Indeed, this Court could authorize the commission to require Hi-Speed to impose a surcharge on, or provide a rebate to, its current customers, if that were necessary to counter the effects of an improper rate-setting order. Although the commission is generally barred from retroactive rate-making, this rule is subject to exceptions that may be applicable in this case. E.g., Narragansett Electric Co. v. Burke, 505 A.2d 1147, 1148, 1149 (R.I.1986) (“The rule against retroactive ratemaking will not preclude the granting of refunds in situations * * * wherein a utility earns well in excess of its authorized rate of return.”). We have recognized one such exception when the commission issues “a rate schedule which represents a deprivation of due process either in its inability to provide a fair return or in the grossly excessive time it took to correct good faith errors of the commission in arriving at the new rates * * New England Telephone & Telegraph Co. v.
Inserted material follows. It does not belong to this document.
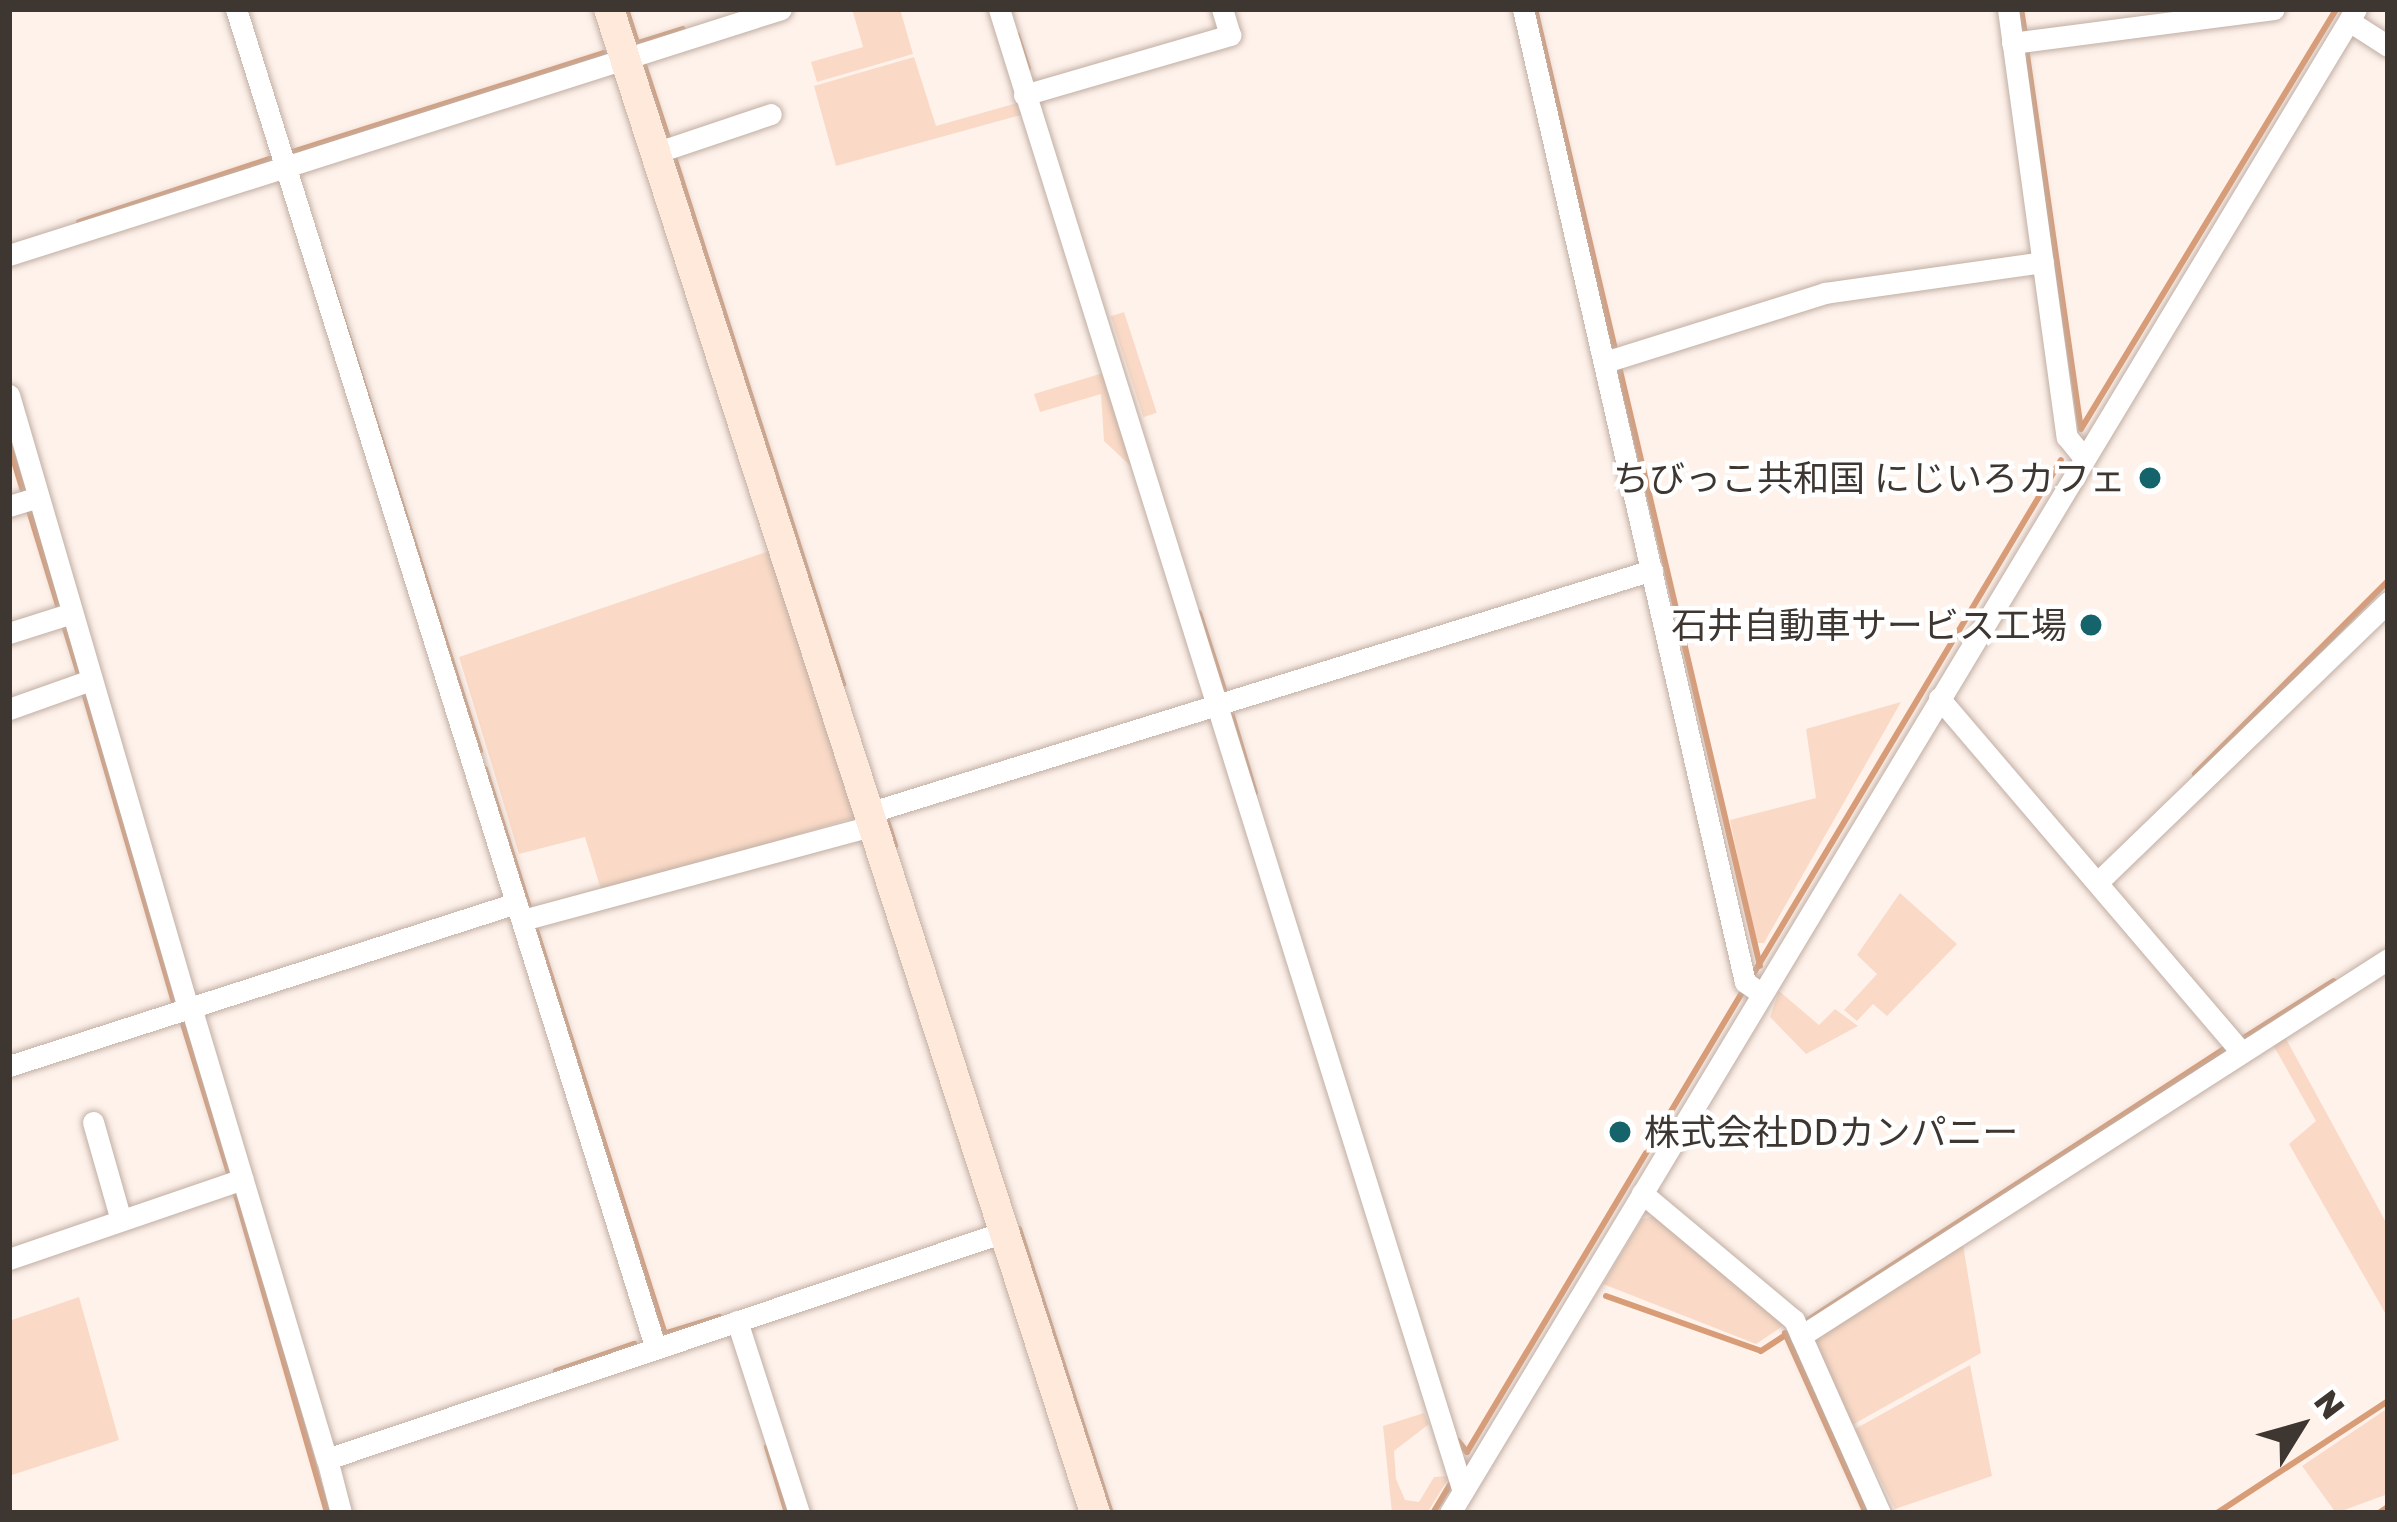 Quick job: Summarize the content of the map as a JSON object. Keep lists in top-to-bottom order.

Public Utilities Commission, 116 R.I. 356, 392, 358 A.2d 1, 22 (1976). Accord Bristol County Water Co. v. Harsch, 120 R.I. 223, 231, 386 A.2d 1103, 1108 (1978) (recognizing exception); Narragansett Electric Co. v. Burke, 119 R.I. 559, 569, 381 A.2d 1358, 1363 (1977) (same). Such a conclusion “would certainly entitle the company to some sort of extraordinary relief.” New England Telephone & Telegraph Co., 116 R.I. at 392, 358 A.2d at 22.
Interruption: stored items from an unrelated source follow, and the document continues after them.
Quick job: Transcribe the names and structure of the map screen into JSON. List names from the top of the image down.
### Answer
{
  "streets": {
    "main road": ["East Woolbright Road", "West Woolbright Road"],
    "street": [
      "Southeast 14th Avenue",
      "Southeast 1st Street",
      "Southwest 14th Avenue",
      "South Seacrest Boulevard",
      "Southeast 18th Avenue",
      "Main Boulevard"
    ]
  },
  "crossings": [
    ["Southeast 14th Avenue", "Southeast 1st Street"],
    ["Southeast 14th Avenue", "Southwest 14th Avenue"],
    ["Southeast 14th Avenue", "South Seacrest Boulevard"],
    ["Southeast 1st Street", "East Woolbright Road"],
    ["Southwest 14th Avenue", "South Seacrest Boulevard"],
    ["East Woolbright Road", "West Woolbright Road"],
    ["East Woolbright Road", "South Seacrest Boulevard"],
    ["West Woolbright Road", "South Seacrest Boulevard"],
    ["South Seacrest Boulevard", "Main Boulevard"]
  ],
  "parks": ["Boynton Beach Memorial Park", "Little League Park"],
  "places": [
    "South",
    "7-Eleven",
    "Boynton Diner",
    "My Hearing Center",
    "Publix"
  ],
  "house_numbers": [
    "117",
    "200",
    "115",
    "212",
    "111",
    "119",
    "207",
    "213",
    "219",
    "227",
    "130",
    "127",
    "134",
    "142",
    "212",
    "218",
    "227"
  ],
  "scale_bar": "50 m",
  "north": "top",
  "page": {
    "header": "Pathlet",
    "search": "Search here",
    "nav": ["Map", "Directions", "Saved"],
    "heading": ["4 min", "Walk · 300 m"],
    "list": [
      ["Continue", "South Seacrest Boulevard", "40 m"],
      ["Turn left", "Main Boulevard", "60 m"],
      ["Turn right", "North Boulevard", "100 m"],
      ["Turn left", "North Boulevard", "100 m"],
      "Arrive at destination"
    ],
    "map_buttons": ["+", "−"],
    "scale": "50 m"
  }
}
*534In addition, the general rule against retroactive ratemaking is not strictly applied when a court is attempting to remedy a utility commission’s previous procedural mistakes. See Stefan H. Krieger, The Ghost of Regulation Past: Current Applications of the Rule Against Retroactive Ratemaking in Public Utility Proceedings, 1991 U. Ill. L.Rev. 983, 1002 (1991) (“Although a rigid interpretation of the rule against retroactive ratemaking would also prohibit any modification by the commission of a prior rate order that affects past utility gains or losses, courts have allowed such changes in situations in which the commission is remedying procedural mistakes.”). For example, in Mike Little Gas Co. v. Public Service Commission, 574 S.W.2d 926, 927 (Ky.Ct.App.1978), the court rejected the argument that a later order improperly raised rates. Instead, the commission entered the new order nunc pro tunc to correct a clerical error in the previous order. Id. Cf. Building Owners & Managers Association of Metropolitan Detroit v. Public Service Commission, 424 Mich. 494, 383 N.W.2d 72, 81 (1986) (“A challenge to a-rate based on a procedural flaw does not render its subsequent validation a retroactive rate.”).
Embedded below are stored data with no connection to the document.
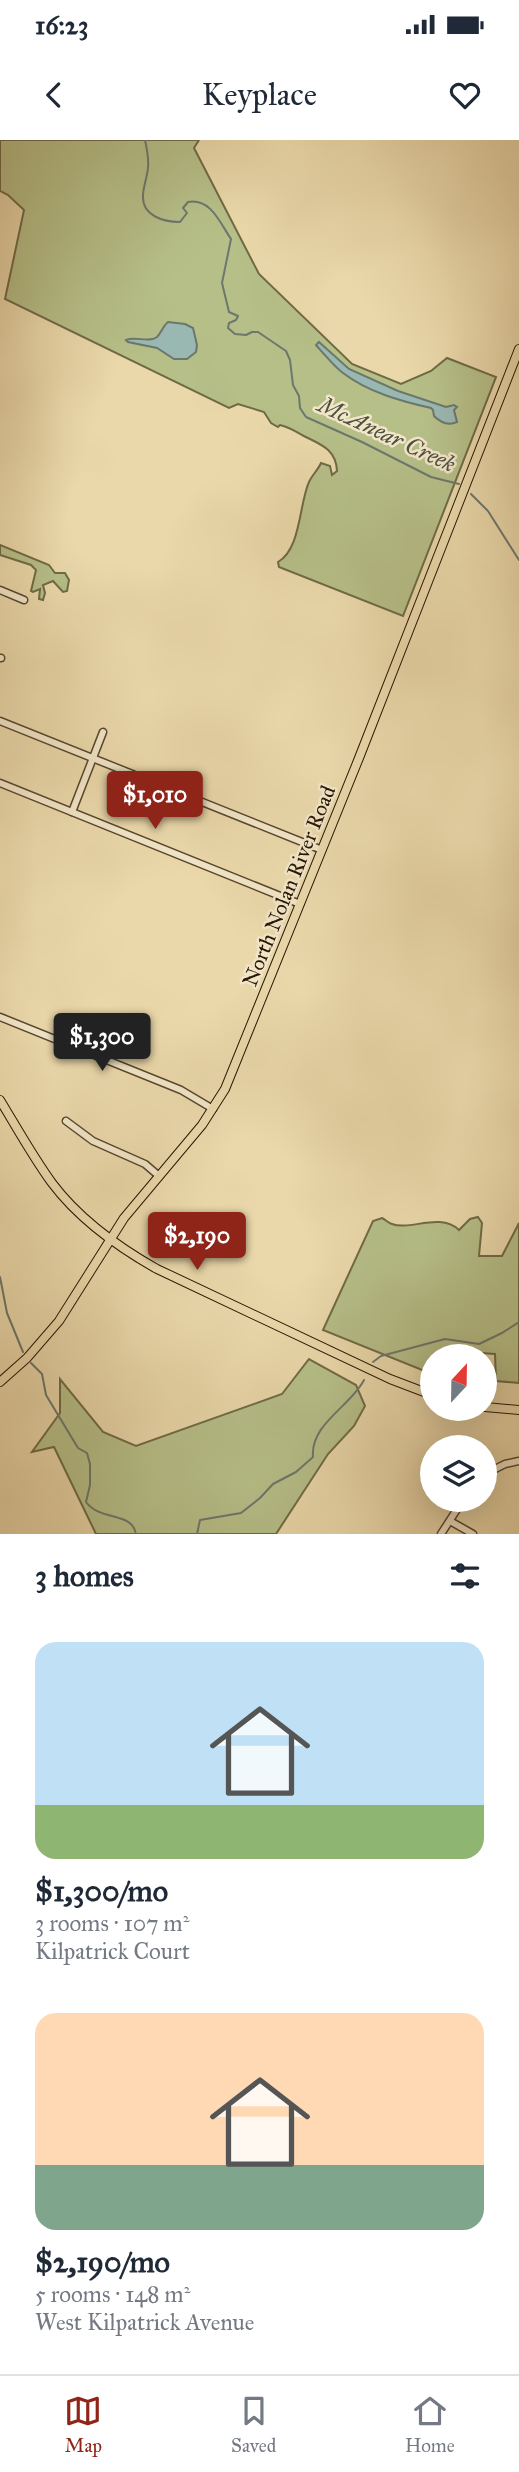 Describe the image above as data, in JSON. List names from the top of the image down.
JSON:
{
  "streets": {
    "main road": ["North Nolan River Road"]
  },
  "water": ["McAnear Creek"],
  "north": "top",
  "page": {
    "status": "16:23",
    "header": "Keyplace",
    "price": ["$1,010", "$1,300", "$2,190"],
    "heading": "3 homes",
    "list": [
      {
        "name": "$1,300/mo",
        "note": "3 rooms · 107 m² · Kilpatrick Court"
      },
      {
        "name": "$2,190/mo",
        "note": "5 rooms · 148 m² · West Kilpatrick Avenue"
      }
    ],
    "tabs": ["Map", "Saved", "Home"]
  }
} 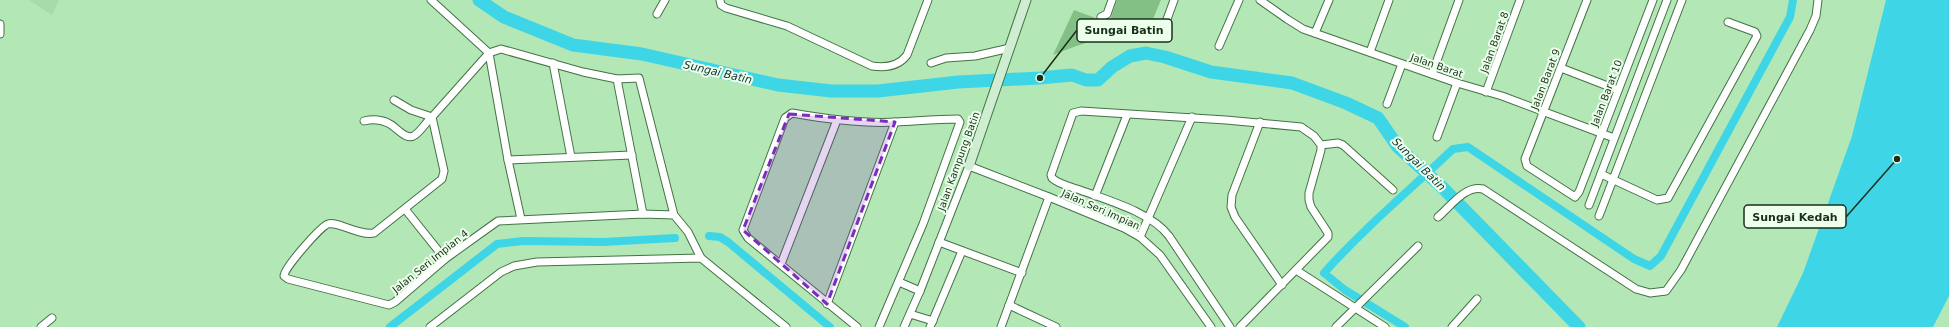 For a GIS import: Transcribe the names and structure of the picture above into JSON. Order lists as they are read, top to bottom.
{
  "streets": {
    "street": [
      "Jalan Barat 8",
      "Jalan Barat",
      "Jalan Barat 9",
      "Jalan Barat 10",
      "Jalan Kampung Batin",
      "Jalan Seri Impian",
      "Jalan Seri Impian 4"
    ]
  },
  "crossings": [
    ["Jalan Barat 8", "Jalan Barat"],
    ["Jalan Barat", "Jalan Barat 9"],
    ["Jalan Barat", "Jalan Barat 10"],
    ["Jalan Barat 9", "Jalan Barat 10"],
    ["Jalan Kampung Batin", "Jalan Seri Impian"]
  ],
  "water": ["Sungai Batin"],
  "places": ["Sungai Batin", "Sungai Kedah"]
}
Here, I would hold that this Court has the ability, for example, to order the commission to enter a new order nunc pro tunc that would charge a different rate to Hi-Speed’s current customers if that were necessary to remedy the commission’s alleged procedural errors when it set the challenged rate. If we were to decide that the previous rate order unlawfully, deprived Interstate of revenues it otherwise might have realized, we could order the commission to enter a new order nunc pro tunc that would impose a surcharge or provide a rebate to Hi-Speed’s current customers. However unlikely such potential remedies might be in this ease, it is nevertheless the possibility, not the probability, of our granting such relief that is relevant in a mootness inquiry.
Thus, because this Court has the authority under certain circumstances to remedy the continuing injurious effects, if any, of the previous rate order, this case is not academic and presents a live, justiciable controversy. Accordingly, I do not agree that this appeal is moot.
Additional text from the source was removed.